Sunday, April 16, 2006

Misleading editorial - again.

Bloomberg article in question

The bit about Iran getting a bomb in 16 days is pretty much a gross exaggeration.

But with this administration, I suppose that goes without saying.

Iran is thought to have about 164 centrifuges in use right now. That same State Department official, down near the bottom of the Bloomberg story, notes “it would take a little over 13 years [emphasis added] to produce enough highly enriched uranium for a nuclear weapon” with so few centrifuges.

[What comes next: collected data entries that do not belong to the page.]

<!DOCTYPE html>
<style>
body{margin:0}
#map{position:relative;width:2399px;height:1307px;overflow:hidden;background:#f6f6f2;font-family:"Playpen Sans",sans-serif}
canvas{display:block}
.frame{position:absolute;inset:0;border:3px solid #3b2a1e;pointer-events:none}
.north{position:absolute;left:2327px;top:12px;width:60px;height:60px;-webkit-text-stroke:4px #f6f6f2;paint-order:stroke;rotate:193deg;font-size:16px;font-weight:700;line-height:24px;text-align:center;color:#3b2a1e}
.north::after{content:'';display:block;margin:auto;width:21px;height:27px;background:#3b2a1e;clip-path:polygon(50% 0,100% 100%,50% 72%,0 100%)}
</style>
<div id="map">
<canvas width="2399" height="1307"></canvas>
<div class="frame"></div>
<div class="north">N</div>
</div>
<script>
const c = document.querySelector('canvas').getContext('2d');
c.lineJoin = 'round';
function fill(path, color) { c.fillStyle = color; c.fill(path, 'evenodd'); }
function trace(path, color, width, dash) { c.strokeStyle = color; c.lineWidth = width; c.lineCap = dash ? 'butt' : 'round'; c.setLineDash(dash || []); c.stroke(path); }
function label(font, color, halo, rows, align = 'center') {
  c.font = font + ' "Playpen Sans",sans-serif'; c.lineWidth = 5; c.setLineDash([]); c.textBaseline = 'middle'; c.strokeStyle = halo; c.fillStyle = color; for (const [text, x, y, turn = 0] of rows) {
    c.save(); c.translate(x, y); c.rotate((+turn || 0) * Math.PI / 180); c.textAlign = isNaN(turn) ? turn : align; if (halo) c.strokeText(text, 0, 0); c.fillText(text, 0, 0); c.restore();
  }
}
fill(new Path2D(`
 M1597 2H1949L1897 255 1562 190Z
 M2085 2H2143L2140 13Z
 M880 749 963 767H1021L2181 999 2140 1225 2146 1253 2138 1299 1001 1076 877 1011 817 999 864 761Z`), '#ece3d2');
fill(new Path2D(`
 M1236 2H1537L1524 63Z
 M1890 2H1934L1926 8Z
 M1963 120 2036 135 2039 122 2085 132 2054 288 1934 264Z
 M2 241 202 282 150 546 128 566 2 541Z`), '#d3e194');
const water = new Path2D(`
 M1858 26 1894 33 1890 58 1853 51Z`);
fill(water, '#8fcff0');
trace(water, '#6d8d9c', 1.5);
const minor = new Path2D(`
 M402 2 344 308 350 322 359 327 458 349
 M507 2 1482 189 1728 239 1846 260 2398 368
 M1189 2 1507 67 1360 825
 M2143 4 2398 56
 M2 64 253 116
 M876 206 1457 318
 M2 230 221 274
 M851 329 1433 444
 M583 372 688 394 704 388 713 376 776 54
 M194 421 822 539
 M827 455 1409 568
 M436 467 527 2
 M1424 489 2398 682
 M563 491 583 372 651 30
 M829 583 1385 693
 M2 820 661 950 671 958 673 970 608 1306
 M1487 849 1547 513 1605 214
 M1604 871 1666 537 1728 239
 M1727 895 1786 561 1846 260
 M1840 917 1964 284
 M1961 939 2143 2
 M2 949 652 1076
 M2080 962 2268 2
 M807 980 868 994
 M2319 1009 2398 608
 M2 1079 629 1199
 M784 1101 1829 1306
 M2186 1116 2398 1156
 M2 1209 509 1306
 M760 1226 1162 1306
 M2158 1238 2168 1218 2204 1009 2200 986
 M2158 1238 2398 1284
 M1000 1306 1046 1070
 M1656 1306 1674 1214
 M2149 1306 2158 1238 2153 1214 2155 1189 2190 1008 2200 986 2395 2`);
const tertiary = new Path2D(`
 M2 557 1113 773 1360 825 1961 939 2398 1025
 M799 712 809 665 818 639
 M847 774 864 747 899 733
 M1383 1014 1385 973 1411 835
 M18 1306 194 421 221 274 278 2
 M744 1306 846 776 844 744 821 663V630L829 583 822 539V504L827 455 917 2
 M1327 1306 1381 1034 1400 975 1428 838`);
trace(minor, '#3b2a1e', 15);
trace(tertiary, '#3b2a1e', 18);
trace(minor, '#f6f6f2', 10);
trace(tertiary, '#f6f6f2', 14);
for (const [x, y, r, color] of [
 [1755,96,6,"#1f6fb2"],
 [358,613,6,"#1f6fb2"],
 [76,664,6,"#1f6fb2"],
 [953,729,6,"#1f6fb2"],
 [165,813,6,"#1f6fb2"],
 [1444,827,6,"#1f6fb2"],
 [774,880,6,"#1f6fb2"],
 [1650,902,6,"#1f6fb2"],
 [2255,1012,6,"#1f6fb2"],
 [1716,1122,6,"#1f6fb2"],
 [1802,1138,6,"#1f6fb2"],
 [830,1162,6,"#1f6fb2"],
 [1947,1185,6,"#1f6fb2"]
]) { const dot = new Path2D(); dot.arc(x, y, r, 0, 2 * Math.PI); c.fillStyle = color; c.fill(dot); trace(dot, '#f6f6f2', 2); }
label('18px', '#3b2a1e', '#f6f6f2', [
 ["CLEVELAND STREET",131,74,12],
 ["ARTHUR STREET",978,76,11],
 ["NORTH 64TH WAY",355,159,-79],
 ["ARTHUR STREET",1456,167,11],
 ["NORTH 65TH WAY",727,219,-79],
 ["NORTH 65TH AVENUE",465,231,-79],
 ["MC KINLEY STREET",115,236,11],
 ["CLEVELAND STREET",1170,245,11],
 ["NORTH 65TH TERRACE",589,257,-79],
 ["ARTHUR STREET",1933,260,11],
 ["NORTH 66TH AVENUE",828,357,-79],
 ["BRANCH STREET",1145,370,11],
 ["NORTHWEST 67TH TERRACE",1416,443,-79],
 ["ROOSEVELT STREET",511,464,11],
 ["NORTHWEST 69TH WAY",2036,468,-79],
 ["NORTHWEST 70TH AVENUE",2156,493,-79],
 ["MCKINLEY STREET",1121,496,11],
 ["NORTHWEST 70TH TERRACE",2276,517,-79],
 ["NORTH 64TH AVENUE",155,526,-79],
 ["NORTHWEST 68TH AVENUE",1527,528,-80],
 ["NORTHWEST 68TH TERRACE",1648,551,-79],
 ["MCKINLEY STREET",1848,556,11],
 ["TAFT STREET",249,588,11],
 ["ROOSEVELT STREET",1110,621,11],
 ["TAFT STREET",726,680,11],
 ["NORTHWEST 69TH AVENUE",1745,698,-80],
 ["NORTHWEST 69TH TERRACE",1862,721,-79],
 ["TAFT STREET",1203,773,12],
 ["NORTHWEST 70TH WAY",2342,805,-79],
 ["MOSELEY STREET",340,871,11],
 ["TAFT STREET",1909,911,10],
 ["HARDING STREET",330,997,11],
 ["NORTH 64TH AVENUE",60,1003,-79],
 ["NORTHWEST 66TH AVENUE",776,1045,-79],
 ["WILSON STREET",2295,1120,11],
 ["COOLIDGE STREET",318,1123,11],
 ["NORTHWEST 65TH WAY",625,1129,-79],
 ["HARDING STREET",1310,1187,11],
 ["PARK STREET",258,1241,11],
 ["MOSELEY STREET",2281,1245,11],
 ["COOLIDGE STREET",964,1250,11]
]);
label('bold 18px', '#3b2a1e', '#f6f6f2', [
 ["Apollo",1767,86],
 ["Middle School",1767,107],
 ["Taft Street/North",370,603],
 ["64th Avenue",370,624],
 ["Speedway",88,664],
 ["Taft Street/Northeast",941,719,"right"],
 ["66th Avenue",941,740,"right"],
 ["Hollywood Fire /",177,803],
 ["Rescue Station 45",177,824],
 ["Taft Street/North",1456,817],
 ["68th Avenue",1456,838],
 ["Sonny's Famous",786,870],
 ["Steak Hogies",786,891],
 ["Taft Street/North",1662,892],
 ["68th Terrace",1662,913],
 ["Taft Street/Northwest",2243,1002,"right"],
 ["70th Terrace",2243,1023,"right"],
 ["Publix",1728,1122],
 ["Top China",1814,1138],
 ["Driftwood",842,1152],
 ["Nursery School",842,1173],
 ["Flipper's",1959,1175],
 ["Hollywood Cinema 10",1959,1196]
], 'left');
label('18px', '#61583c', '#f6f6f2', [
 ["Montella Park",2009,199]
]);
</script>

And the U.S. intelligence community’s best and most recent estimate is that, why yes, Iran might be able to build a nuclear weapon — in five to 10 years.

But as with Iraq, why should facts get in the way of scare-mongering?

Source


The SAME article:

Iran has informed the Vienna-based International Atomic Energy Agency that it plans to construct 3,000 centrifuges at Natanz next year, Rademaker said.

"We calculate that a 3,000-machine cascade could produce enough uranium to build a nuclear weapon within 271 days[emphasis added]," he said.


In fact, Iran will move forward to ``industrial scale'' uranium enrichment involving 54,000 centrifuges at Natanz, the Associated Press quoted deputy nuclear chief Mohammad Saeedi as telling state-run television today.


One wonders how these paragraphs did not garner mention in respect to this article?